DATA PROVIDED:
************

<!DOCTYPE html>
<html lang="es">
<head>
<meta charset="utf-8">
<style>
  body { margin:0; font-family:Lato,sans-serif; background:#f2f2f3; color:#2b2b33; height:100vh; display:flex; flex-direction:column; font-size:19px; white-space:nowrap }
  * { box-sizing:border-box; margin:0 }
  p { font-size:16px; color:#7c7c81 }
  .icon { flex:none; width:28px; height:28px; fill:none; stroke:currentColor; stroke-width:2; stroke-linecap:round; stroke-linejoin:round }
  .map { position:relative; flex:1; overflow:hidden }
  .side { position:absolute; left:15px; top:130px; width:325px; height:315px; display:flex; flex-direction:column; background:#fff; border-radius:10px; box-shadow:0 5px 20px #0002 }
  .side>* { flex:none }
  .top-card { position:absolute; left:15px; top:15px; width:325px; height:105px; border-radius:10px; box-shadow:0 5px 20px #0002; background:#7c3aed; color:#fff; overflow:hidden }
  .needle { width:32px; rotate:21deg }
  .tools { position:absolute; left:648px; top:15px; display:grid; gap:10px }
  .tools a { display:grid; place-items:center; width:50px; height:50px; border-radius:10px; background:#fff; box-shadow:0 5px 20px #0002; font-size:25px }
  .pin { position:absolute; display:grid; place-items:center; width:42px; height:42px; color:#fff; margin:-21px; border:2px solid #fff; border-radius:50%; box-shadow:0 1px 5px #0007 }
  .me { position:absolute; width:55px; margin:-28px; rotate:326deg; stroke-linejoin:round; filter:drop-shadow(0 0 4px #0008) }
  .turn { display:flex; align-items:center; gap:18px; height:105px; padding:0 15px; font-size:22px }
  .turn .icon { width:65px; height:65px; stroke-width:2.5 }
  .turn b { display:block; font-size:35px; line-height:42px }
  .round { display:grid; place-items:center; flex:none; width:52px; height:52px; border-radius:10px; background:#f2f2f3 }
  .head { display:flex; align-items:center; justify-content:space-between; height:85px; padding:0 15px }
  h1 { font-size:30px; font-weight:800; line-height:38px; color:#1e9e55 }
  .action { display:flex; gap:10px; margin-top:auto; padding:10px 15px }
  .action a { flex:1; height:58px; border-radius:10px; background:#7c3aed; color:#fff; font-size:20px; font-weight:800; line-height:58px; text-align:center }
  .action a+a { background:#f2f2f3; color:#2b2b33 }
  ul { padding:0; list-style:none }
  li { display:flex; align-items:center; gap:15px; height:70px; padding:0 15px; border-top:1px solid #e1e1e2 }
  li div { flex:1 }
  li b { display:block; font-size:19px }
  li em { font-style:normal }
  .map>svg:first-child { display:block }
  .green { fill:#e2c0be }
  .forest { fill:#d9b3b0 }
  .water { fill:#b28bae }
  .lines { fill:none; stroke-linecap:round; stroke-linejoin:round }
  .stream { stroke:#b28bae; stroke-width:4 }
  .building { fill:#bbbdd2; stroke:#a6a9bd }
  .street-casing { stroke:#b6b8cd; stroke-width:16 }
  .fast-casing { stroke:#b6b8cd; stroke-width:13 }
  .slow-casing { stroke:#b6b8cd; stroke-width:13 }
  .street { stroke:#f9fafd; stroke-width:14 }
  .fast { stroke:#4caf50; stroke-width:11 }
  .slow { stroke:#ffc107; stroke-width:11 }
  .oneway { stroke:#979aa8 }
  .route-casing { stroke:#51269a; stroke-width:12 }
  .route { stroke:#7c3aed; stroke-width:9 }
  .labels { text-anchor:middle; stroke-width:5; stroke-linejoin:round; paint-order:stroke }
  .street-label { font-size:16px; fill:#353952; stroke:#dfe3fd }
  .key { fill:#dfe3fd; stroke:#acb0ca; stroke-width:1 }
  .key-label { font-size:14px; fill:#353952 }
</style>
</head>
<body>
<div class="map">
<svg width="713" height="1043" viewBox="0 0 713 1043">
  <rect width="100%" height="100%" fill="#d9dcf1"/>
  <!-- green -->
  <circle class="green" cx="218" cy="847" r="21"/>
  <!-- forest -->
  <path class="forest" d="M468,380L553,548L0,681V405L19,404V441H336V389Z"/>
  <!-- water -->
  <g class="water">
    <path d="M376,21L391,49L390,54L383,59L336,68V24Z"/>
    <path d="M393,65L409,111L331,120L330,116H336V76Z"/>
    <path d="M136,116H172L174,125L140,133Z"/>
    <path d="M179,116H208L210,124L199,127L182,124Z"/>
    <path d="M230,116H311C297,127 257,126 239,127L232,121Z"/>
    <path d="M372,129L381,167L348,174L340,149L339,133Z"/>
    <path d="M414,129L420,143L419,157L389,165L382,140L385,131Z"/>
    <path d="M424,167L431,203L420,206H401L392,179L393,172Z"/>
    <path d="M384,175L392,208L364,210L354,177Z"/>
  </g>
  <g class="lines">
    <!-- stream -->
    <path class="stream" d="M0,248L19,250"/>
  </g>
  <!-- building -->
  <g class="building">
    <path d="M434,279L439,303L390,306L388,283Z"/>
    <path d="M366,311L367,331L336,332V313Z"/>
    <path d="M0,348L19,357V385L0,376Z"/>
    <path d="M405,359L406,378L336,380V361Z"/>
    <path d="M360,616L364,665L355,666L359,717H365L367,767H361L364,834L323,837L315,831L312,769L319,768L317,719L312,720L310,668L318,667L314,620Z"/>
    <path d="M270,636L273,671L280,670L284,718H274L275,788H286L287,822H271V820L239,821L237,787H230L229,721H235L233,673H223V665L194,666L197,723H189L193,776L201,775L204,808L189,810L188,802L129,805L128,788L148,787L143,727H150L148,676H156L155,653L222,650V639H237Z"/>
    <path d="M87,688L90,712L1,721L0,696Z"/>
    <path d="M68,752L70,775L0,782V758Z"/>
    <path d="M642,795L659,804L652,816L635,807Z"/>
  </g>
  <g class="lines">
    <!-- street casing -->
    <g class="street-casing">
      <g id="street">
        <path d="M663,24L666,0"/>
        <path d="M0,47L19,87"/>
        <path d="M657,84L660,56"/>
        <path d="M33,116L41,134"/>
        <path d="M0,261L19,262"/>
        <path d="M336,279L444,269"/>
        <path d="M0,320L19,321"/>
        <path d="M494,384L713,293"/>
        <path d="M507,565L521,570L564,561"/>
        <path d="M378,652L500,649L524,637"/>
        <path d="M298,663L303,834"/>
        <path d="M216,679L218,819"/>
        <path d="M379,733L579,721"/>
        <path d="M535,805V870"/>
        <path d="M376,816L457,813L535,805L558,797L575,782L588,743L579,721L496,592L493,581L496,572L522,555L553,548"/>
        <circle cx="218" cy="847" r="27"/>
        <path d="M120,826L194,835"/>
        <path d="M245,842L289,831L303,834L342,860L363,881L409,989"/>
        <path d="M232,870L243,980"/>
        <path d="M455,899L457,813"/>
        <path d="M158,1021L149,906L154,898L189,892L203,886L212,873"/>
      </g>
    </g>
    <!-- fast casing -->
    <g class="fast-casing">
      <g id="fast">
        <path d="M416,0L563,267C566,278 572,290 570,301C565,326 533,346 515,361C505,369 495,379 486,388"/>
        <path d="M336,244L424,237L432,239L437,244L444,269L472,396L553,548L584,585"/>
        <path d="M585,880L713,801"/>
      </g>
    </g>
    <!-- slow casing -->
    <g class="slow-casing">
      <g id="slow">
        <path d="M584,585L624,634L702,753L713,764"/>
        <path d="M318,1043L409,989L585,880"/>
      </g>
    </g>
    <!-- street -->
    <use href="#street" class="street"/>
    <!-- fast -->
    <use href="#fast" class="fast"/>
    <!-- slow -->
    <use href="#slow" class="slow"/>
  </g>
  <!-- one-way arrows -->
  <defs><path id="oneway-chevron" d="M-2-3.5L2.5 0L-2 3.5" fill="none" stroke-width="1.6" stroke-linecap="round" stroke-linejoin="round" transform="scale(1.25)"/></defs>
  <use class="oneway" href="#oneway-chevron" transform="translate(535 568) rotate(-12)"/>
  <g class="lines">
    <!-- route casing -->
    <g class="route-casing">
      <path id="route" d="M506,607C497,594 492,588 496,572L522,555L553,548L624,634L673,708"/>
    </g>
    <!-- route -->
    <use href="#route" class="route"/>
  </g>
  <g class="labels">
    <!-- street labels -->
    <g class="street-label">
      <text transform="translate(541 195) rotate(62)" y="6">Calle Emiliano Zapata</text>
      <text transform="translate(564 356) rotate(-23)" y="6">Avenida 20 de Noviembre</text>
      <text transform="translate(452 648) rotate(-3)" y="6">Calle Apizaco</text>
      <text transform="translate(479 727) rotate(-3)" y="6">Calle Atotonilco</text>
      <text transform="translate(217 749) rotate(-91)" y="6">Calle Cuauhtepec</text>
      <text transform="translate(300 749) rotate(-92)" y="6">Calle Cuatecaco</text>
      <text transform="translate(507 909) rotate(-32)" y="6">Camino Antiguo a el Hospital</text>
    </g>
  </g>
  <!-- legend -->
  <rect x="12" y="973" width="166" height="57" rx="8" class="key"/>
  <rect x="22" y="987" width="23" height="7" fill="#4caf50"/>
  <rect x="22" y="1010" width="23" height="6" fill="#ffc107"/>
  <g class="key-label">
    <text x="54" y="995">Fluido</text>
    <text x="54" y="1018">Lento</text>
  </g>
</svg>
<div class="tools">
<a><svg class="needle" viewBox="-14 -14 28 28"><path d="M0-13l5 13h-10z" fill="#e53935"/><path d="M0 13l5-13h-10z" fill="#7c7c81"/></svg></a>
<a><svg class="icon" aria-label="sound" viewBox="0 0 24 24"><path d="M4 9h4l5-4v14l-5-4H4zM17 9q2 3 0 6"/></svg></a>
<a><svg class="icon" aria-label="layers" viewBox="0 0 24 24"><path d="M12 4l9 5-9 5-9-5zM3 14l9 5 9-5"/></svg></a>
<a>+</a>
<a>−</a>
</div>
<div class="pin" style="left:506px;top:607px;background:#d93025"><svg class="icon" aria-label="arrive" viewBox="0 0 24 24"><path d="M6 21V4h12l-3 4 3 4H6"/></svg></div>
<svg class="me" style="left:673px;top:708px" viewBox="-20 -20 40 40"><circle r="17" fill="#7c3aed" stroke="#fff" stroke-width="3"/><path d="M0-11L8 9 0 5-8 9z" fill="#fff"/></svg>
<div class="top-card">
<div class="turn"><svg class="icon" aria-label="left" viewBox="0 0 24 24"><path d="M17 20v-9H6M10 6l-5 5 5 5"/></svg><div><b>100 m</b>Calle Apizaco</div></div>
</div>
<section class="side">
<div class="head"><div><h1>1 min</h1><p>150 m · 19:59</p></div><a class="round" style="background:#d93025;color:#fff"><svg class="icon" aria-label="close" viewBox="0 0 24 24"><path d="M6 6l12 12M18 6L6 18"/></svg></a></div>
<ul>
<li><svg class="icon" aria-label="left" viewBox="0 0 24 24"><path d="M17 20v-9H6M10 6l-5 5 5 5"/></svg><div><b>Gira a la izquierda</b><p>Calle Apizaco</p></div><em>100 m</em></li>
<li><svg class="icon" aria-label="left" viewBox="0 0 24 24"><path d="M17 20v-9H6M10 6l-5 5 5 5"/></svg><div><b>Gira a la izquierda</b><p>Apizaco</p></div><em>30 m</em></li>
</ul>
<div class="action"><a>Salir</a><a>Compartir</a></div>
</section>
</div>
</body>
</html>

************

Report all lines above with "center".

ANSWER FOR THE TASK:
  .tools a { display:grid; place-items:center; width:50px; height:50px; border-radius:10px; background:#fff; box-shadow:0 5px 20px #0002; font-size:25px }
  .pin { position:absolute; display:grid; place-items:center; width:42px; height:42px; color:#fff; margin:-21px; border:2px solid #fff; border-radius:50%; box-shadow:0 1px 5px #0007 }
  .turn { display:flex; align-items:center; gap:18px; height:105px; padding:0 15px; font-size:22px }
  .round { display:grid; place-items:center; flex:none; width:52px; height:52px; border-radius:10px; background:#f2f2f3 }
  .head { display:flex; align-items:center; justify-content:space-between; height:85px; padding:0 15px }
  .action a { flex:1; height:58px; border-radius:10px; background:#7c3aed; color:#fff; font-size:20px; font-weight:800; line-height:58px; text-align:center }
  li { display:flex; align-items:center; gap:15px; height:70px; padding:0 15px; border-top:1px solid #e1e1e2 }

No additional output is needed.